3. Il résulte de ces dispositions du code général des collectivités territoriales, et notamment du sixième alinéa, précité, de l'article L. 2131-6, que lorsque le juge des référés du tribunal administratif se prononce sur une demande de suspension présentée par le représentant de l'Etat en application de cet article, sa décision, qui n'entre pas dans le champ d'application des articles L. 521-1 à L. 523-1 du code de justice administrative relatifs au juge des référés statuant en urgence, est susceptible de faire l'objet d'un appel (CE, 11 mars 2005, Ministre de l'intérieur, de la sécurité intérieure et des libertés locales c/ Commune d'Avion et autres, n° 276181).

4. Les dispositions du dernier alinéa de l'article R. 222-1 du code de justice administrative, aux termes desquelles les " magistrats ayant le grade de président désignés à cet effet par le président de la cour peuvent, en outre, par ordonnance, rejeter (...), après l'expiration du délai de recours ou, lorsqu'un mémoire complémentaire a été annoncé, après la production de ce mémoire les requêtes d'appel manifestement dépourvues de fondement ", sont applicables par le juge des référés de la Cour statuant en appel sur une requête formée contre une décision du juge des référés du tribunal administratif statuant en premier ressort, notamment dans le cas prévu par l'article L. 554-1 du code de justice administrative.

Sur la régularité de l'ordonnance attaquée :

5. L'argumentation à laquelle M. C... reproche au juge des référés du tribunal de ne pas avoir répondu et qui était tirée, d'une part, du déclenchement du délai de recours contentieux à l'issue de la notification au préfet du jugement n° 1900489 et d'autre part, de la notification à cette autorité de l'arrêté de transfert de permis de construire constituait, au soutien de sa fin de non-recevoir opposée à la demande d'annulation du préfet et tirée de sa tardiveté, et que le juge a écartée par des motifs suffisants, de simples arguments que celui-ci a pu, sans commettre d'irrégularité, s'abstenir de réfuter explicitement. Par suite, à le supposer soulevé, le moyen tiré de l'omission à statuer entachant l'ordonnance attaquée, manifestement infondée, ne peut qu'être écarté.

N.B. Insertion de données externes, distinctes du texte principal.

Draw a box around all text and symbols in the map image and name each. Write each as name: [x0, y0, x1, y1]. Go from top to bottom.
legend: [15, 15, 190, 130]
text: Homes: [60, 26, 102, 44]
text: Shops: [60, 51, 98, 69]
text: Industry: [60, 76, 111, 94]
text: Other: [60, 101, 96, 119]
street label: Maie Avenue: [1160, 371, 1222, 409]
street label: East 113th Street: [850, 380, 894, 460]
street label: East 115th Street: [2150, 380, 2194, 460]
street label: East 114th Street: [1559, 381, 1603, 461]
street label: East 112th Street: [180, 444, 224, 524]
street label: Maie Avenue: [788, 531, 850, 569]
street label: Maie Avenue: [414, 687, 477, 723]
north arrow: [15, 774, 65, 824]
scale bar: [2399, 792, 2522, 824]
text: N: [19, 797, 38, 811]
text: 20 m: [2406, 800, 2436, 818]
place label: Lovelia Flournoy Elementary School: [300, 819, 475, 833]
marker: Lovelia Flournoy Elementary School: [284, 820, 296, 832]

Sur le bien-fondé de l'ordonnance attaquée :

6. Parmi les actes mentionnés par l'article L. 2131-2 du code général des collectivités territoriales, et susceptibles d'être déférés par le représentant de l'Etat dans le département sur le fondement des dispositions de l'article L. 2131-6 du même code figure, au 6° : " Le permis de construire et les autres autorisations d'utilisation du sol et le certificat d'urbanisme délivrés par le maire ". Par ailleurs, l'article R. 424-1 du code de l'urbanisme prévoit que, à défaut d'une décision expresse dans le délai d'instruction, le silence gardé par l'autorité compétente vaut permis de construire et l'article L. 424-8 dispose qu'un tel permis tacite est exécutoire à compter de la date à laquelle il est acquis. Enfin, aux termes de l'article R. 423-7 du même code : " Lorsque l'autorité compétente pour délivrer le permis ou pour se prononcer sur un projet faisant l'objet d'une déclaration préalable est le maire au nom de la commune, celui-ci transmet un exemplaire de la demande ou de la déclaration préalable au préfet dans la semaine qui suit le dépôt ".

7. S'il résulte des dispositions de l'article L. 424-8 du code de l'urbanisme rappelées ci-dessus qu'un permis de construire tacite est exécutoire dès qu'il est acquis, sans qu'il y ait lieu de rechercher s'il a été transmis au représentant de l'Etat, les dispositions de cet article ne dérogent pas à celles de l'article L. 2131-6 du code général des collectivités territoriales, en vertu desquelles le préfet défère au tribunal administratif les actes mentionnés à l'article L. 2131-2 qu'il estime contraires à la légalité dans les deux mois suivant leur transmission. Figurent au nombre de ces actes les permis de construire tacites. Une commune doit être réputée avoir satisfait à l'obligation de transmission, dans le cas d'un permis de construire tacite, si elle a transmis au préfet l'entier dossier de demande, en application de l'article R. 423-7 du code de l'urbanisme. Le délai du déféré court alors à compter de la date à laquelle le permis est acquis ou, dans l'hypothèse où la commune ne satisfait à l'obligation de transmission que postérieurement à cette date, à compter de la date de cette transmission. (CE, 22 octobre 2018, M. D..., n° 400779).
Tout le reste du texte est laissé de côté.